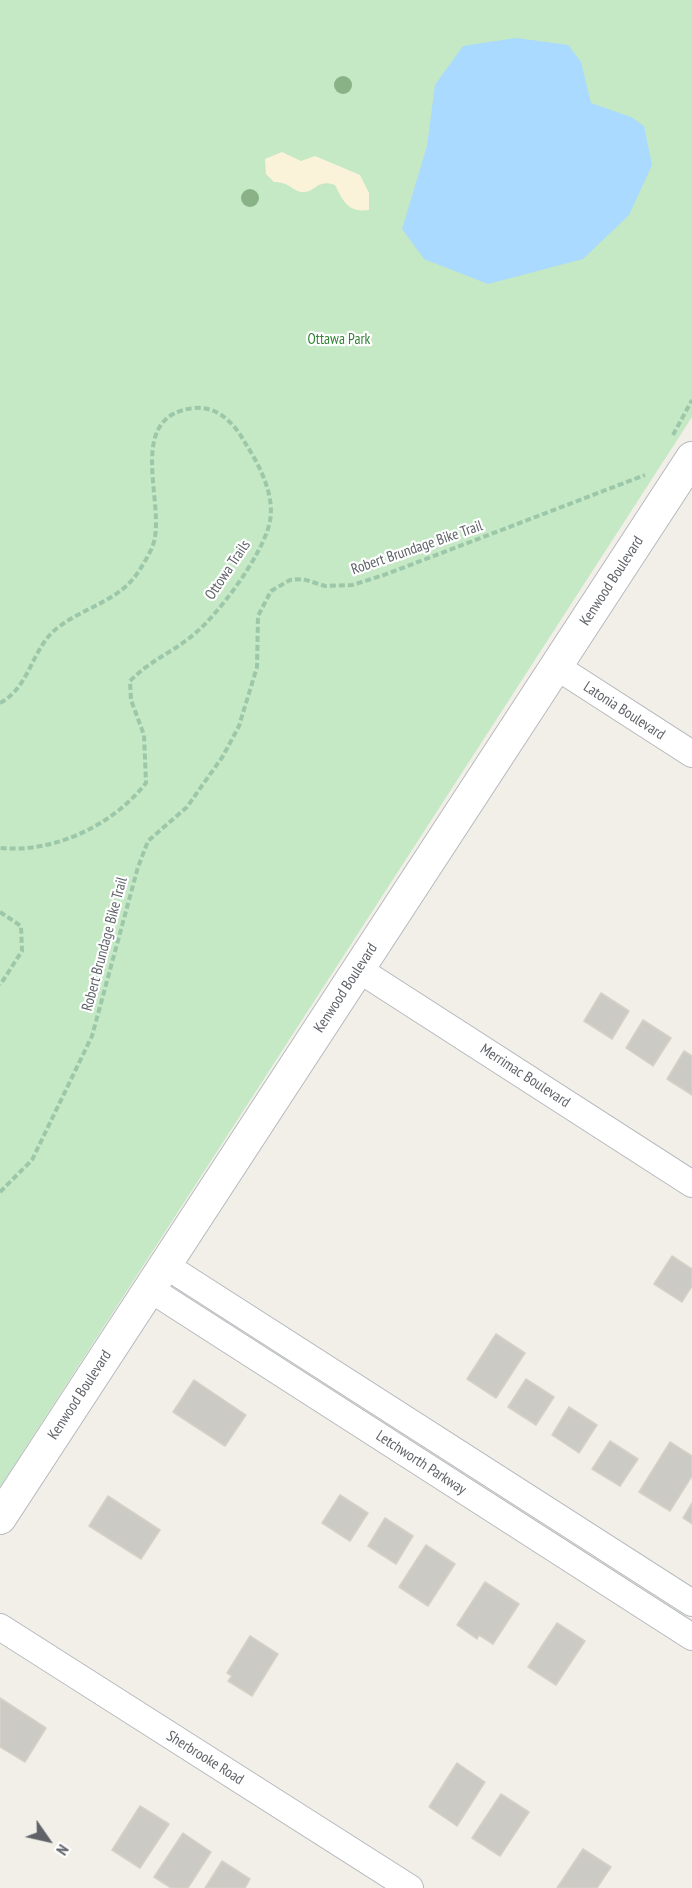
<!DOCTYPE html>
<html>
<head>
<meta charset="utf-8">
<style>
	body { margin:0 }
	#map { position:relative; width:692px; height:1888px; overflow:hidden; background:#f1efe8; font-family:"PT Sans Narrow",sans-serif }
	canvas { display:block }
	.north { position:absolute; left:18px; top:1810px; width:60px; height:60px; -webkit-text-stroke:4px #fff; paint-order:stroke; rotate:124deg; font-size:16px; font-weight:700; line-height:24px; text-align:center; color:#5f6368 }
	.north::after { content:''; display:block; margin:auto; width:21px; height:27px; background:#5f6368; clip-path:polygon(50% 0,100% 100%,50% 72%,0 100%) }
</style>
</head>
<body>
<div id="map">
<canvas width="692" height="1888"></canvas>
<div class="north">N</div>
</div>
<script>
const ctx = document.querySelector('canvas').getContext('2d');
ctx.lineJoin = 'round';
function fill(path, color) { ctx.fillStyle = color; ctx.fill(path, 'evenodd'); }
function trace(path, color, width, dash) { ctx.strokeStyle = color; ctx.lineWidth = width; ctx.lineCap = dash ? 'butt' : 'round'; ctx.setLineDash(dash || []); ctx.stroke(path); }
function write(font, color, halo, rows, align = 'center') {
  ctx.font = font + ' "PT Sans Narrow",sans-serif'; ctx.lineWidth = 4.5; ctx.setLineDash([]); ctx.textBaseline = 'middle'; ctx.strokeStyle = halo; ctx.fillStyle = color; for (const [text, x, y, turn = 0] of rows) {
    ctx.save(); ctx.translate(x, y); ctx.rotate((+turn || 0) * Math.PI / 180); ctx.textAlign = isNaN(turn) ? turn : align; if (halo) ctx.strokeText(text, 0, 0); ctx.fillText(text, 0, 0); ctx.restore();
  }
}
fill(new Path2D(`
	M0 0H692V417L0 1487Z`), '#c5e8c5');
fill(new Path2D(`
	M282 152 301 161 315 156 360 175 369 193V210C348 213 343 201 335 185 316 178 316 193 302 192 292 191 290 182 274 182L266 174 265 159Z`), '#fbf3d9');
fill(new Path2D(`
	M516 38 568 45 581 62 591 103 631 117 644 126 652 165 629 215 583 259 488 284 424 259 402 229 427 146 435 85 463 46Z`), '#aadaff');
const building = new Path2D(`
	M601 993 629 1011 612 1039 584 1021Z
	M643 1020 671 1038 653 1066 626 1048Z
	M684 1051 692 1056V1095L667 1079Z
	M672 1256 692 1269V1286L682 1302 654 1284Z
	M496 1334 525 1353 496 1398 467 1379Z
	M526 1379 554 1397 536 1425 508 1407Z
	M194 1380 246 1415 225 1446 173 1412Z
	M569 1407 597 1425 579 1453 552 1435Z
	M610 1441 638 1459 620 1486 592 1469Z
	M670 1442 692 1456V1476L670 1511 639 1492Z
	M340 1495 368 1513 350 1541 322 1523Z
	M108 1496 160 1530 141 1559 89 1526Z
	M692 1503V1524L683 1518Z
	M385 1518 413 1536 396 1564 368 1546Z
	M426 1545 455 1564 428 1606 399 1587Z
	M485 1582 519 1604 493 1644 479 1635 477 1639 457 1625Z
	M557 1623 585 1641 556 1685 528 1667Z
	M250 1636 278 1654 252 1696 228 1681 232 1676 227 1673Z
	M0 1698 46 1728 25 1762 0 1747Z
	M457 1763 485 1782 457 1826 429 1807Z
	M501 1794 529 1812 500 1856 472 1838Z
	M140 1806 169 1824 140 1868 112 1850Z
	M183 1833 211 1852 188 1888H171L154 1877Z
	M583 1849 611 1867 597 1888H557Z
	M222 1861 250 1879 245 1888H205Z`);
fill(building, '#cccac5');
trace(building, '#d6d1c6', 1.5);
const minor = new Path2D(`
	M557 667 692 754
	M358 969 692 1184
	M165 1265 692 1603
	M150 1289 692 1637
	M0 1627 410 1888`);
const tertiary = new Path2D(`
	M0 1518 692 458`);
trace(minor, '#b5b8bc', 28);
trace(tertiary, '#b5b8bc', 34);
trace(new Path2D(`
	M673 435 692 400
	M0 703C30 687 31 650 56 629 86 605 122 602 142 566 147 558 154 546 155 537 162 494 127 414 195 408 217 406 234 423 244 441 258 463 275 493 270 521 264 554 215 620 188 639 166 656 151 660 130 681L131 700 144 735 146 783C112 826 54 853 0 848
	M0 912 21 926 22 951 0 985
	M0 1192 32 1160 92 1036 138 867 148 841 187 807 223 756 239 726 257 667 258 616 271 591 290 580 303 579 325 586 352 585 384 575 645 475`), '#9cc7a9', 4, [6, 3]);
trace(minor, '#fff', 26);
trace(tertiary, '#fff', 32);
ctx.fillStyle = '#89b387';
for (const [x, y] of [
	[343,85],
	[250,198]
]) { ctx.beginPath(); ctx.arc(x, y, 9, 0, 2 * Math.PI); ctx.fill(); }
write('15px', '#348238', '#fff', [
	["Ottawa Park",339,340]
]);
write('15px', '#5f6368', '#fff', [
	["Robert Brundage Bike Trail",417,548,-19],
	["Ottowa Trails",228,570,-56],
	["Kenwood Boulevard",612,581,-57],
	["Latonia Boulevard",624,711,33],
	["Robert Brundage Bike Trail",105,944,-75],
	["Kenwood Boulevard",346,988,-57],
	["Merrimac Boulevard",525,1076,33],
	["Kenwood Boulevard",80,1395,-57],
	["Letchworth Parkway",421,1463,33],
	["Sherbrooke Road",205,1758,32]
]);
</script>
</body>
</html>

****

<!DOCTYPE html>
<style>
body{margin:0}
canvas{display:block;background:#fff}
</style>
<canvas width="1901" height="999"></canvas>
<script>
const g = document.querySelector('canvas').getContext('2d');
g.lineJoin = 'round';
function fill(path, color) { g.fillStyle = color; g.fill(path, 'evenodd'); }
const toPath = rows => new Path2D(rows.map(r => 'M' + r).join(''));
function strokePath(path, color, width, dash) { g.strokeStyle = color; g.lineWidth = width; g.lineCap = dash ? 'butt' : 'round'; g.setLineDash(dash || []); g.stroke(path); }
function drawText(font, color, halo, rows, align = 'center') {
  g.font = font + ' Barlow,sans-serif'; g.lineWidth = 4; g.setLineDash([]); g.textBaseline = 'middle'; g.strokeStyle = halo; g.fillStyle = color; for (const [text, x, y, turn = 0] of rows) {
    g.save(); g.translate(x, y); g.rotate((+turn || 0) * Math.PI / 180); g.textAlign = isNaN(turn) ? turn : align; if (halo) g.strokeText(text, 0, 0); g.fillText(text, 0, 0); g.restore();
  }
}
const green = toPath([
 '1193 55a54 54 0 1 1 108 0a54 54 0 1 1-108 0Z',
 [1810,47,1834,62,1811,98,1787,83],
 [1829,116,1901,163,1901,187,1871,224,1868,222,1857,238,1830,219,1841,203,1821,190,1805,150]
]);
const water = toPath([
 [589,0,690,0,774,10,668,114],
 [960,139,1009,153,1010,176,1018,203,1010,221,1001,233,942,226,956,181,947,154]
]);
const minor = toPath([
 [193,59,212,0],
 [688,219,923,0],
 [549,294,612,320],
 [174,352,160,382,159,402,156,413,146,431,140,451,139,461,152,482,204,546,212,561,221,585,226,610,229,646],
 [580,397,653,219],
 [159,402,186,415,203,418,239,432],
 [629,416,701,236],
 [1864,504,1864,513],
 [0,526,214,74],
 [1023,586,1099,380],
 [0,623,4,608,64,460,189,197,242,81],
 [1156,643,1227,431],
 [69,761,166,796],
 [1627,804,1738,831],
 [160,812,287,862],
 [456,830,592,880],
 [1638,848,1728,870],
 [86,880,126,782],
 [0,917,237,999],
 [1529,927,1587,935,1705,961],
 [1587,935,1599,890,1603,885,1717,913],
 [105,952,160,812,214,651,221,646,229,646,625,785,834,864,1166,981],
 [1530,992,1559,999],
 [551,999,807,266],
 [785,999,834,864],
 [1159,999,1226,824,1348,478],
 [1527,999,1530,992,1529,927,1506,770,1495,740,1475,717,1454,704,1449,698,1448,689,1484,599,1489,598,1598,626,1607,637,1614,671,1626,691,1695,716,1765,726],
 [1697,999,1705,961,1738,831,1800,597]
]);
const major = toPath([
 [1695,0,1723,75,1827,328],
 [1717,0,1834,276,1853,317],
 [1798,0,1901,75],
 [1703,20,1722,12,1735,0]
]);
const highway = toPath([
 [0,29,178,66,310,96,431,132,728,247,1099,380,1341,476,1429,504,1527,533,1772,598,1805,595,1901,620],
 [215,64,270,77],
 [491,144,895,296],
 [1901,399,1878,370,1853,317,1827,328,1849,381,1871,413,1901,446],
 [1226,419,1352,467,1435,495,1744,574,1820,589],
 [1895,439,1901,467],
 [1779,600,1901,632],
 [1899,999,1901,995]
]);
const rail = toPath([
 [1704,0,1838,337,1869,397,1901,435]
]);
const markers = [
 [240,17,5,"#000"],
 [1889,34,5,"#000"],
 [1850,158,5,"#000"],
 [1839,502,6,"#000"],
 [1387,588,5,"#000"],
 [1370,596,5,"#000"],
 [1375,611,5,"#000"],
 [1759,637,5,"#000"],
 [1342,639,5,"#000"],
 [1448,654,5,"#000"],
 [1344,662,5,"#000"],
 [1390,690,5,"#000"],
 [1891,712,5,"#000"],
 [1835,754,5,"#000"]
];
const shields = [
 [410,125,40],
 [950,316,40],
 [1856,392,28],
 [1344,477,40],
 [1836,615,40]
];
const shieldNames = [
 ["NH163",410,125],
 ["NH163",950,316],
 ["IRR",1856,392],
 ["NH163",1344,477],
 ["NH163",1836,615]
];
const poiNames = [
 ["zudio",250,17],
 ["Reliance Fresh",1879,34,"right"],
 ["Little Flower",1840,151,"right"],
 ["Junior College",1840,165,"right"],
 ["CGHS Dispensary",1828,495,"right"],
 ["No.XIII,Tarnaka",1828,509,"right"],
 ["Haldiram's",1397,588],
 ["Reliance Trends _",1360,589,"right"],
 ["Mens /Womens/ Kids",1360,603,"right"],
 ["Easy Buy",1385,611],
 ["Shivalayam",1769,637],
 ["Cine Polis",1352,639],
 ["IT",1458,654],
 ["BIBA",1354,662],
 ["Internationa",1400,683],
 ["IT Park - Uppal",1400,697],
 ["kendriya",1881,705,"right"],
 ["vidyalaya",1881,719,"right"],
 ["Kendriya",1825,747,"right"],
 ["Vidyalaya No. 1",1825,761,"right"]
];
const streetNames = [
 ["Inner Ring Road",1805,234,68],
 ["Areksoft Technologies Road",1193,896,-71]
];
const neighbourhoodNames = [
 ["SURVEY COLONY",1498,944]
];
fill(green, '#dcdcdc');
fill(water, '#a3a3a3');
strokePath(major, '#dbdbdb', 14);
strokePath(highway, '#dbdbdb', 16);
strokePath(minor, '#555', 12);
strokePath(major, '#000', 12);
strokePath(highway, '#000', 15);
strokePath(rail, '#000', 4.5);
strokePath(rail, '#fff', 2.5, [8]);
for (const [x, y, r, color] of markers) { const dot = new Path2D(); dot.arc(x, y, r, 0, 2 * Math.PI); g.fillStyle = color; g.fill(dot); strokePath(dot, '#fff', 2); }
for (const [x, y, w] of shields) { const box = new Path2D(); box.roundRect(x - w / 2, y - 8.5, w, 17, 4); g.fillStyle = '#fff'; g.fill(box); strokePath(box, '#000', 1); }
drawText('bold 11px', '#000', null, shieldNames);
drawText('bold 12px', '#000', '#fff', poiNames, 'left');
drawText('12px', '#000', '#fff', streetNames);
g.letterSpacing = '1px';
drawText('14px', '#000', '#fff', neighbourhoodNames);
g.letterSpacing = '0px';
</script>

****

Every line in the records that holds the word "center" should be copied into the answer.

	.north { position:absolute; left:18px; top:1810px; width:60px; height:60px; -webkit-text-stroke:4px #fff; paint-order:stroke; rotate:124deg; font-size:16px; font-weight:700; line-height:24px; text-align:center; color:#5f6368 }
function write(font, color, halo, rows, align = 'center') {
function drawText(font, color, halo, rows, align = 'center') {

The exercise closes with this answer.